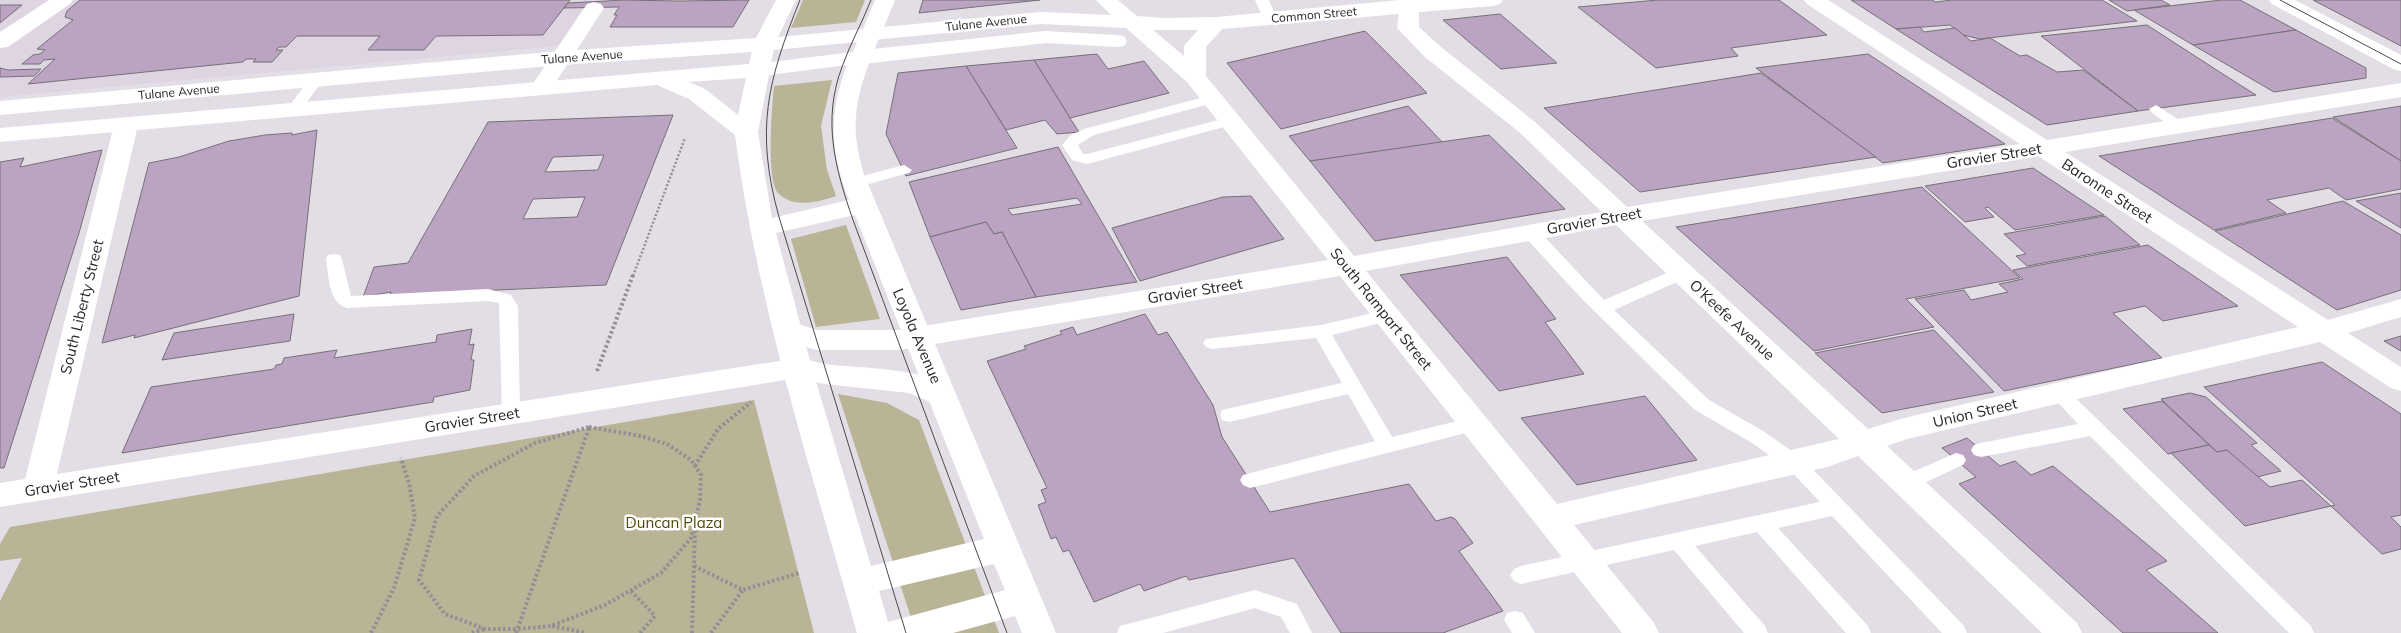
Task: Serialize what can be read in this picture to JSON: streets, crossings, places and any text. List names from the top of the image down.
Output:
{
  "streets": {
    "street": [
      "Common Street",
      "Tulane Avenue",
      "Gravier Street",
      "Baronne Street",
      "South Liberty Street",
      "South Rampart Street",
      "O'Keefe Avenue",
      "Loyola Avenue",
      "Union Street"
    ]
  },
  "crossings": [
    ["Common Street", "Tulane Avenue"],
    ["Common Street", "O'Keefe Avenue"],
    ["Tulane Avenue", "South Liberty Street"],
    ["Tulane Avenue", "South Rampart Street"],
    ["Tulane Avenue", "Loyola Avenue"],
    ["Gravier Street", "Baronne Street"],
    ["Gravier Street", "South Liberty Street"],
    ["Gravier Street", "South Rampart Street"],
    ["Gravier Street", "O'Keefe Avenue"],
    ["Gravier Street", "Loyola Avenue"],
    ["Baronne Street", "Union Street"],
    ["South Rampart Street", "Union Street"],
    ["O'Keefe Avenue", "Union Street"]
  ],
  "parks": ["Duncan Plaza"]
}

------

● WHAT IS EXPECTED
Your answer must contain the full data, repeated exactly, without pictures.

● EXERCISE RESPONSE
Task: Serialize what can be read in this picture to JSON: streets, crossings, places and any text. List names from the top of the image down.
Output:
{
  "streets": {
    "street": [
      "Common Street",
      "Tulane Avenue",
      "Gravier Street",
      "Baronne Street",
      "South Liberty Street",
      "South Rampart Street",
      "O'Keefe Avenue",
      "Loyola Avenue",
      "Union Street"
    ]
  },
  "crossings": [
    ["Common Street", "Tulane Avenue"],
    ["Common Street", "O'Keefe Avenue"],
    ["Tulane Avenue", "South Liberty Street"],
    ["Tulane Avenue", "South Rampart Street"],
    ["Tulane Avenue", "Loyola Avenue"],
    ["Gravier Street", "Baronne Street"],
    ["Gravier Street", "South Liberty Street"],
    ["Gravier Street", "South Rampart Street"],
    ["Gravier Street", "O'Keefe Avenue"],
    ["Gravier Street", "Loyola Avenue"],
    ["Baronne Street", "Union Street"],
    ["South Rampart Street", "Union Street"],
    ["O'Keefe Avenue", "Union Street"]
  ],
  "parks": ["Duncan Plaza"]
}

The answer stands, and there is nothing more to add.